Task brief:
Could each entry below be written out exactly, with every picture dropped?

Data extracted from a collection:
§
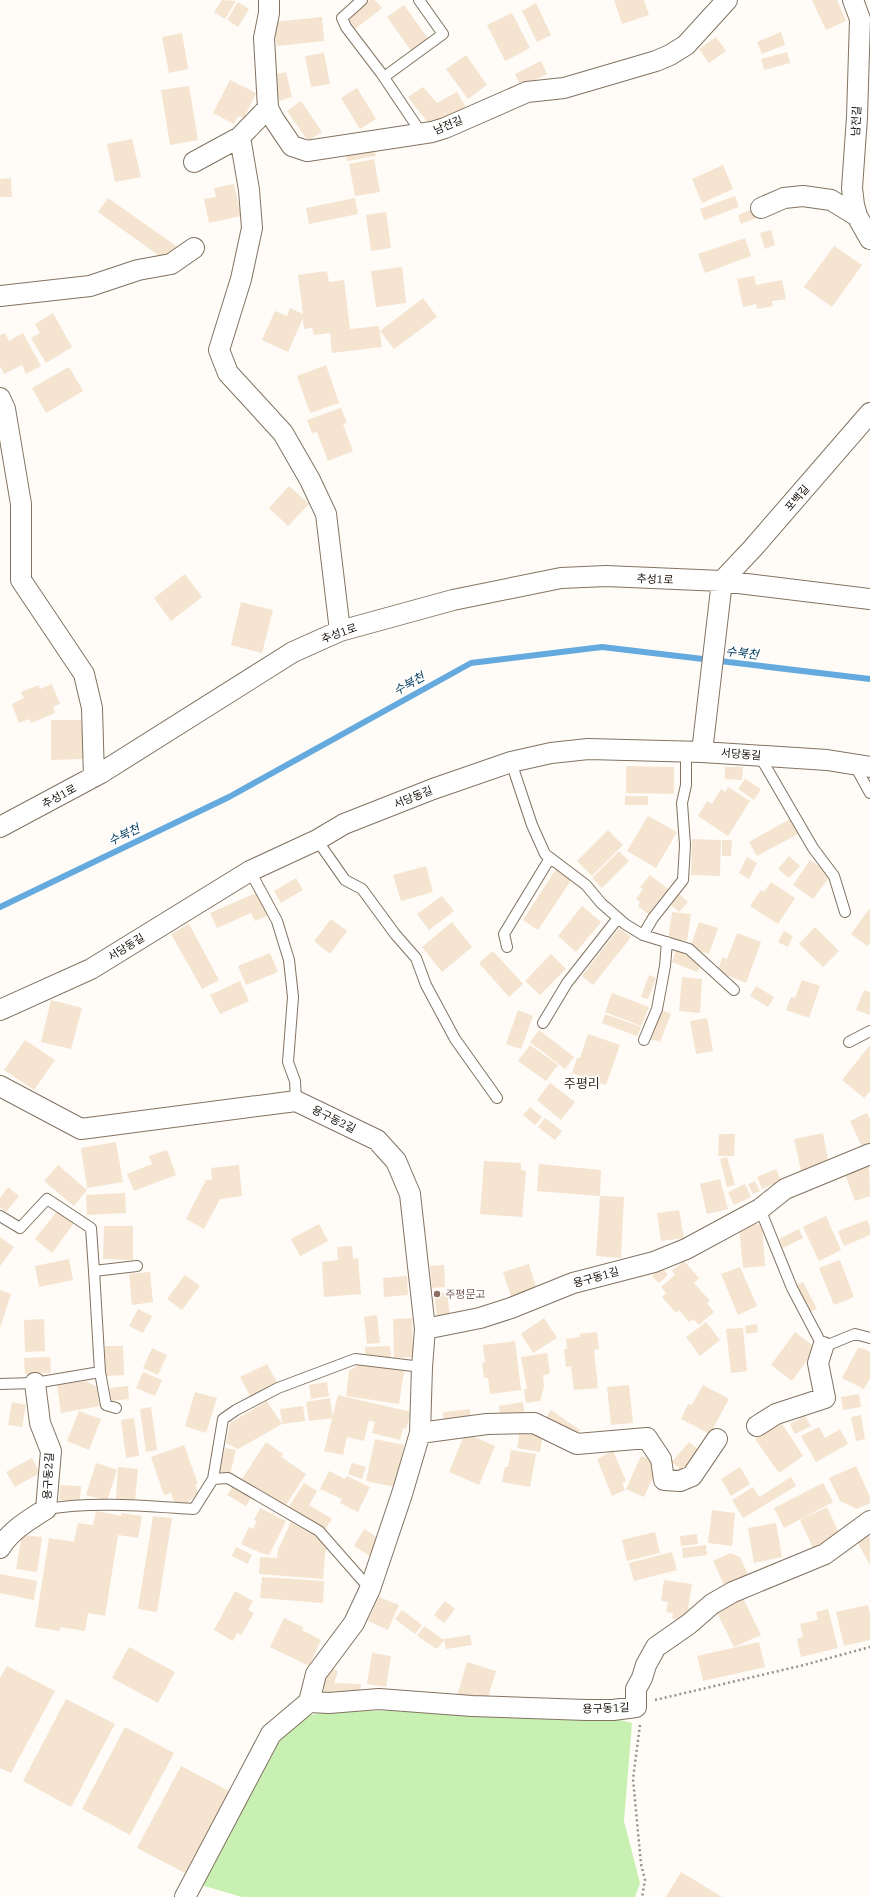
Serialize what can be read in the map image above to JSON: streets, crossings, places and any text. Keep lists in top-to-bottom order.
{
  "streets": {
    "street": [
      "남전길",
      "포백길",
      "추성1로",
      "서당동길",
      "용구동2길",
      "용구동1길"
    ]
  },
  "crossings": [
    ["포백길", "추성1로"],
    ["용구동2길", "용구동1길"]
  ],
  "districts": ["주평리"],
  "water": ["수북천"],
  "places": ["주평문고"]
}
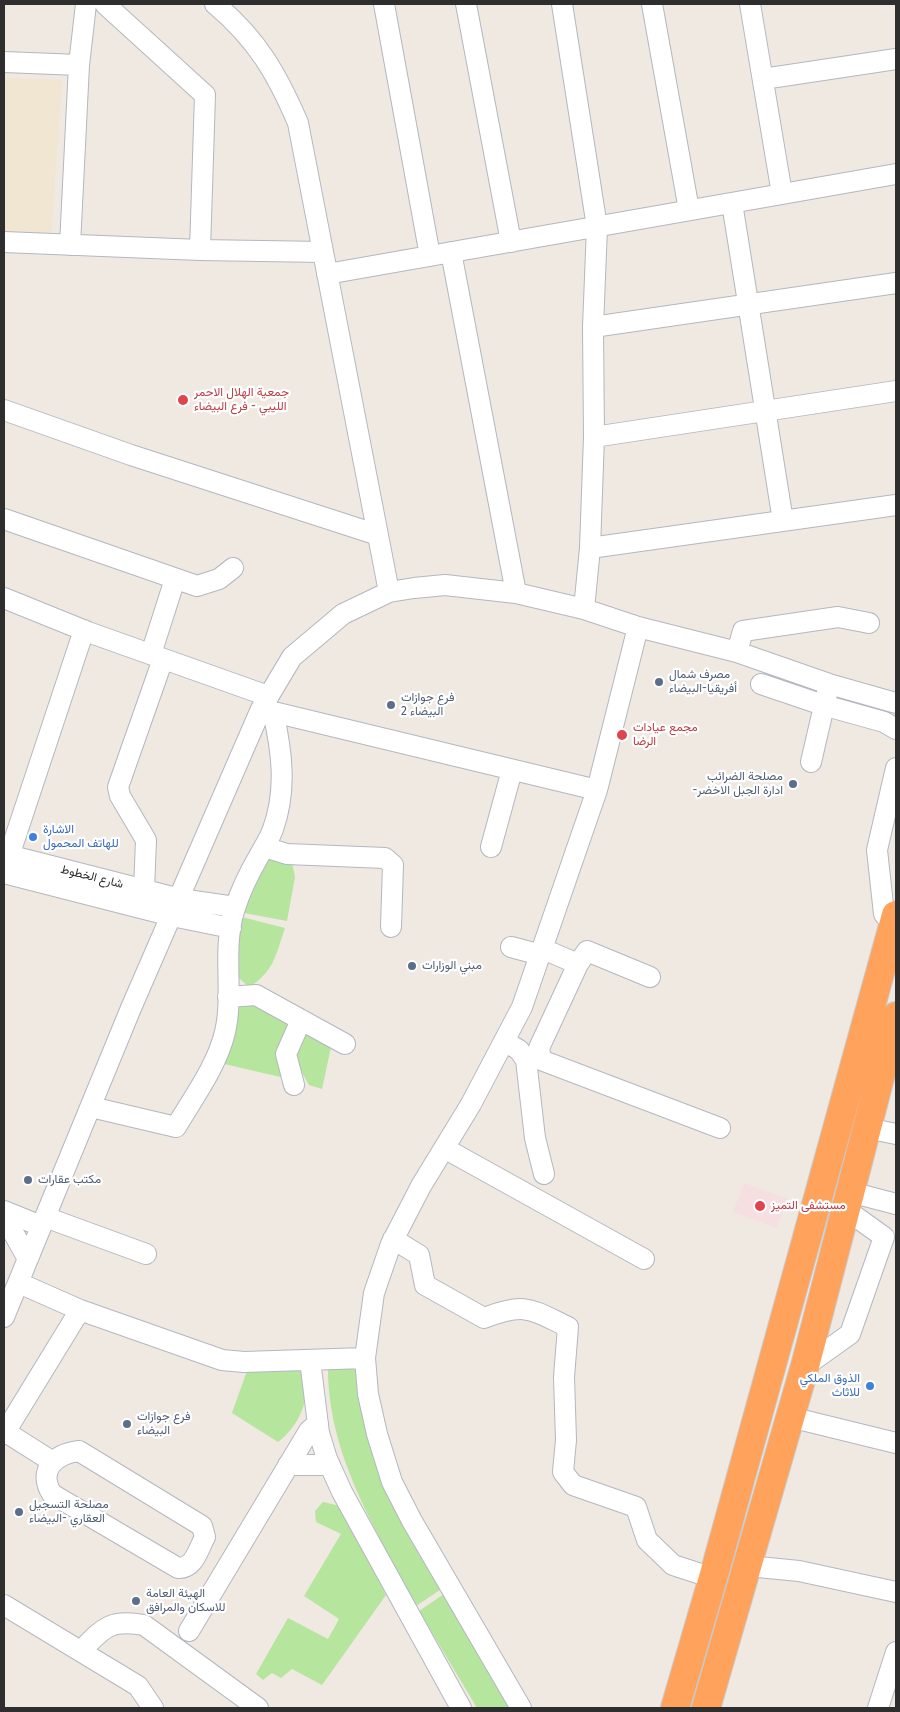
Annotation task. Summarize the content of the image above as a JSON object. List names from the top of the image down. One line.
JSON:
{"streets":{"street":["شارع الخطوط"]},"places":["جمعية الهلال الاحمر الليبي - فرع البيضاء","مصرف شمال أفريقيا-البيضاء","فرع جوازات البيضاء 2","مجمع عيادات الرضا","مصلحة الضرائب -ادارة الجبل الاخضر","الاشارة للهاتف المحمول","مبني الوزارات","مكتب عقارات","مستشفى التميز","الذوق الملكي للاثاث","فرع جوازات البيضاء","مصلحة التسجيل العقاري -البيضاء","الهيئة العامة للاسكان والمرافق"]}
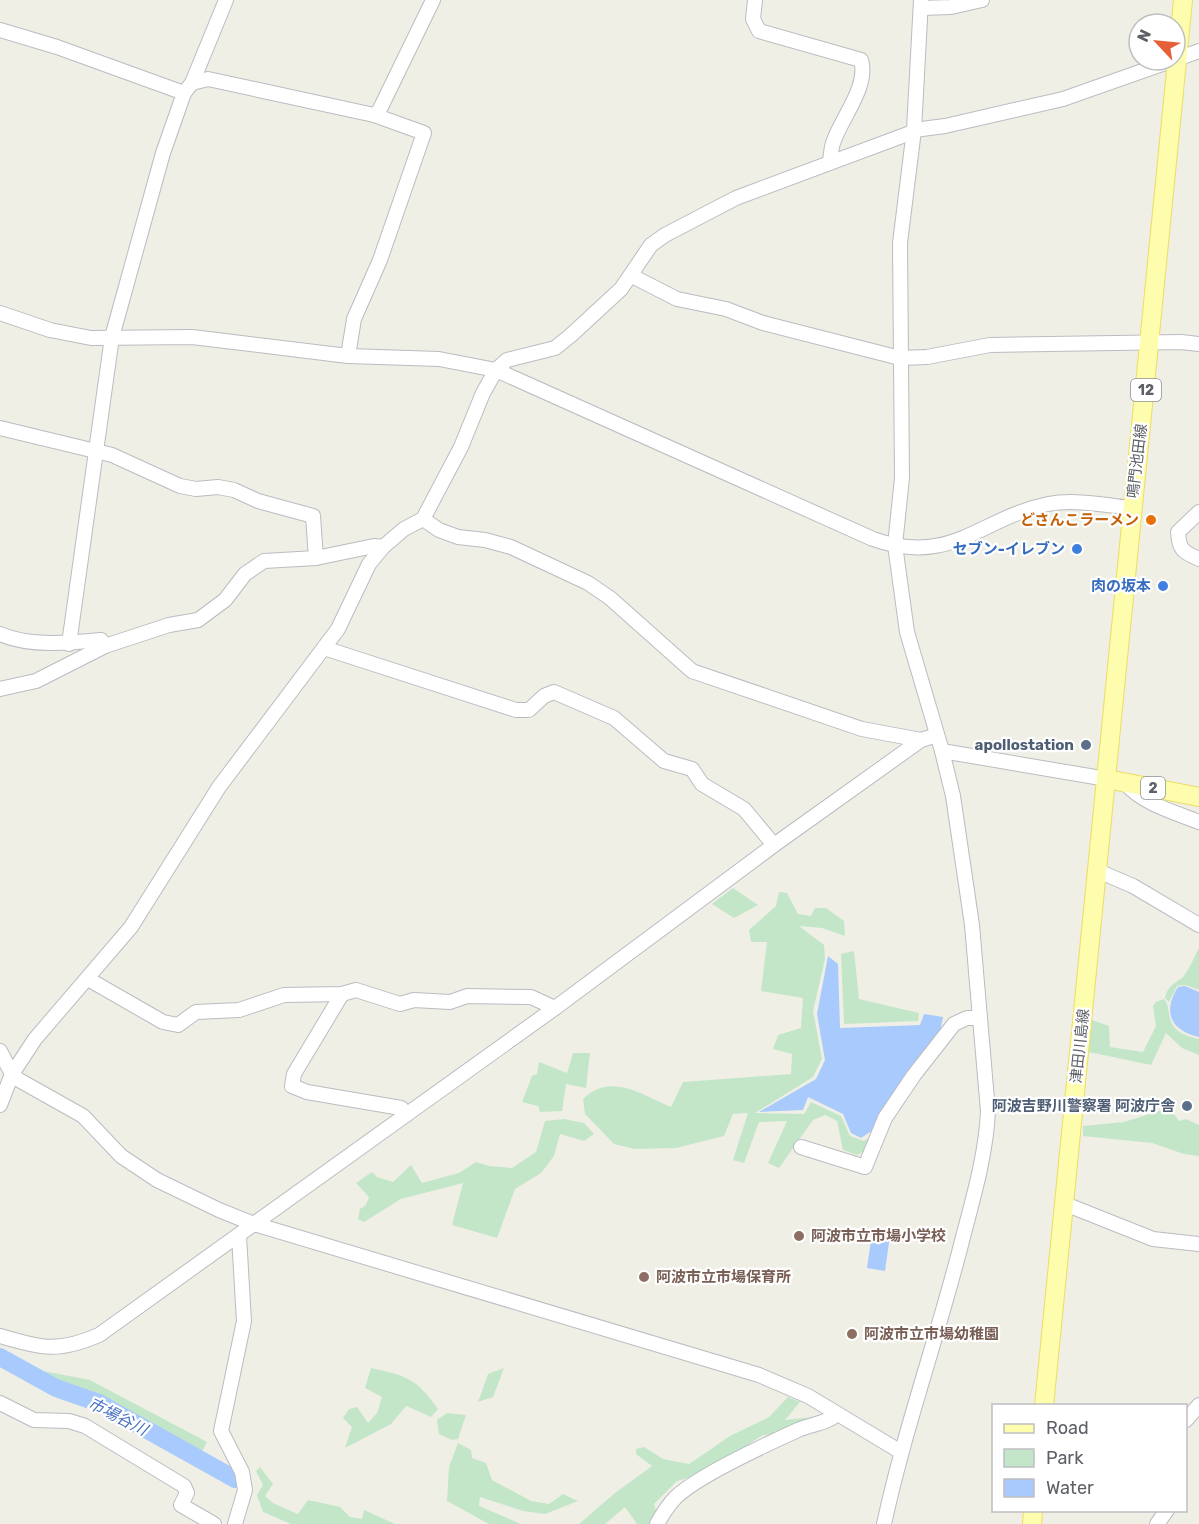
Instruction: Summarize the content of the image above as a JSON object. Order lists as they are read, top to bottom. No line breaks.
§
Reply to the task:
Serialize what can be read in the map image above to JSON: streets, crossings, places and any text. Keep lists in top-to-bottom order.
{
  "streets": {
    "street": [
      "남전길",
      "포백길",
      "추성1로",
      "서당동길",
      "용구동2길",
      "용구동1길"
    ]
  },
  "crossings": [
    ["포백길", "추성1로"],
    ["용구동2길", "용구동1길"]
  ],
  "districts": ["주평리"],
  "water": ["수북천"],
  "places": ["주평문고"]
}
Annotation task. Summarize the content of the image above as a JSON object. List names from the top of the image down. One line.
JSON:
{"streets":{"street":["شارع الخطوط"]},"places":["جمعية الهلال الاحمر الليبي - فرع البيضاء","مصرف شمال أفريقيا-البيضاء","فرع جوازات البيضاء 2","مجمع عيادات الرضا","مصلحة الضرائب -ادارة الجبل الاخضر","الاشارة للهاتف المحمول","مبني الوزارات","مكتب عقارات","مستشفى التميز","الذوق الملكي للاثاث","فرع جوازات البيضاء","مصلحة التسجيل العقاري -البيضاء","الهيئة العامة للاسكان والمرافق"]}
Instruction: Summarize the content of the image above as a JSON object. Order lists as they are read, top to bottom. No line breaks.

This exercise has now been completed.